Earth’s weather, and in fact the weather of all the studied planets, amounts to a planetary wide thermal exchange. It is this exchange that results in the wind, ocean waves and ocean currents, and to understand how the spin of the earth impacts these currents, which in turn drives the weather patterns, we need to look a little deeper into the heat transfer that is occurring at all times.

Most of us were taught long ago that hot air rises and cold air sinks. The reason for this is that as gases or fluids become warmer, the atoms and molecules in them become more energetic. This means that they take up a greater volume, and in the process, they become less dense. The less dense the air is, the less hold gravity has on the atoms and molecules, so they rise. The opposite reasoning occurs with air that cools, sinking low as it does.

Because of the tilt of Earth, the area around the equator receives more sunlight, and the sun’s rays strike the ground more directly than they do at the poles. This causes the Polar Regions to be colder than the equatorial regions. Air over the equator rises. In turn, this creates a low-pressure area, and air must flow into the area just vacated by the hotter air. Colder air is perfect for this since it is denser and already closer to the ground.

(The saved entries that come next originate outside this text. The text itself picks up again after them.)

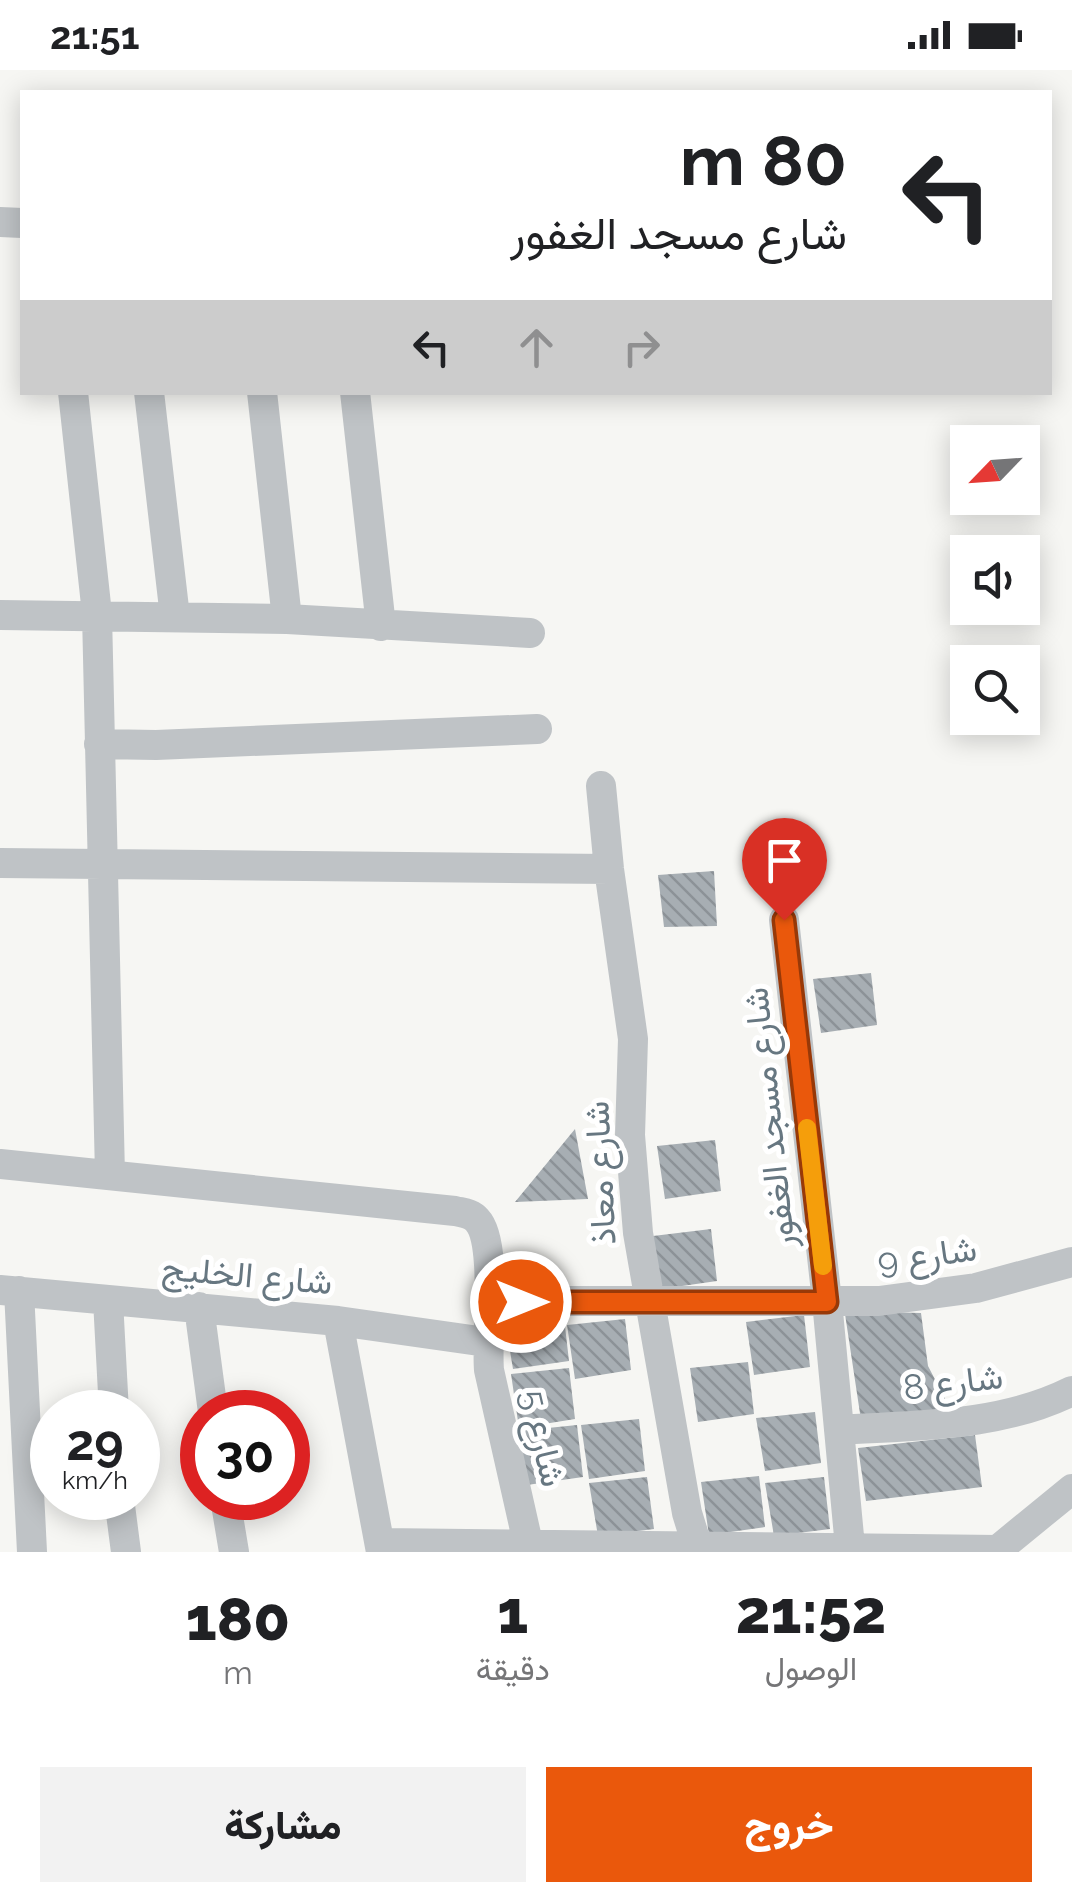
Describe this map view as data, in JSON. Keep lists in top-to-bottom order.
{
  "streets": {
    "street": [
      "شارع مسجد الغفور",
      "شارع معاذ",
      "شارع 9",
      "شارع الخليج",
      "شارع 8",
      "شارع 5"
    ]
  },
  "crossings": [
    ["شارع مسجد الغفور", "شارع 9"],
    ["شارع مسجد الغفور", "شارع 8"],
    ["شارع معاذ", "شارع 9"],
    ["شارع 9", "شارع 5"],
    ["شارع الخليج", "شارع 5"]
  ],
  "north": "bottom left",
  "page": {
    "status": "21:51",
    "turn": ["80 m", "شارع مسجد الغفور"],
    "speed": "29 km/h",
    "limit": "30",
    "eta": [
      "21:52",
      "الوصول",
      "1",
      "دقيقة",
      "180",
      "m"
    ],
    "buttons": ["خروج", "مشاركة"]
  }
}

As the air over the poles is the coldest and densest, air heats at the equator and flows toward the poles at a higher altitude while air from the poles cools, sinks and flows toward the equator in a perpetual motion oval. As the air at the poles cools back down, it sinks, ready to make the trip again, to be heated up at the equator.

Clouds, and ultimately storms, are formed as water evaporates while the air is heating up, and the circulation just described distributes the cloud cover all over the globe. If the earth were stationary, the only breaks in the cycle would occur when cold air was forced over and around obstacles. In fact, this does happen and is what produces the hot dry winds such as the Santa Anna winds of Southern California in the US and the Sirocco wind of the Mediterranean and Sahara.

Still, an earth that was not spinning would allow for a roughly oval airflow from the equator to the poles and back again, discounting mountains and other obstacles. The earth is not stationary, though. It revolves one time in just a little over 24 hours. The speed of revolution is greater than the speed of the heat transfer, so instead of air moving north-south-north, it moves northeast toward the pole in the northern hemisphere and southeast toward the pole in the southern hemisphere. This is called the Coriolis Effect.

This flow would still distribute storms more evenly than we normally see, but the picture isn’t quite complete. Water is a more efficient conductor of heat than is air, so the thermal circulation in the ocean also plays a part in what has been explained so far. Warmer water evaporates more easily than colder water and the oceans have thermal currents like those in the atmosphere. A big difference, though, is that they move much slower. A complete circuit in the ocean can take as long as 10,000 years, counting deep-sea currents.

Because of this, there is an uneven heating of the ocean surface and the air that contacts it. Further, because of land masses and the Coriolis effect, which affects the ocean as well, the cold and warm currents circulate in loops that are not north and south. The loops are the reason that we have seasonal storms, which are pushed inland by the Coriolis effect to give needed precipitation often far from the ocean.

Without the spin of the earth, weather patterns would be largely located in north-south bands. Many areas that rely on snow in the winter and warm sunny weather in the summer, or a dry season and a wet season, would not get the weather they should be getting. Such a happening would be devastating, but that isn’t the point here.

The point is that the spin of the earth is a major player in climate and weather. They help to make our weather patterns even and usually beneficial in one way or another. It staggers the mind to think of what would happen without the rotation of the earth.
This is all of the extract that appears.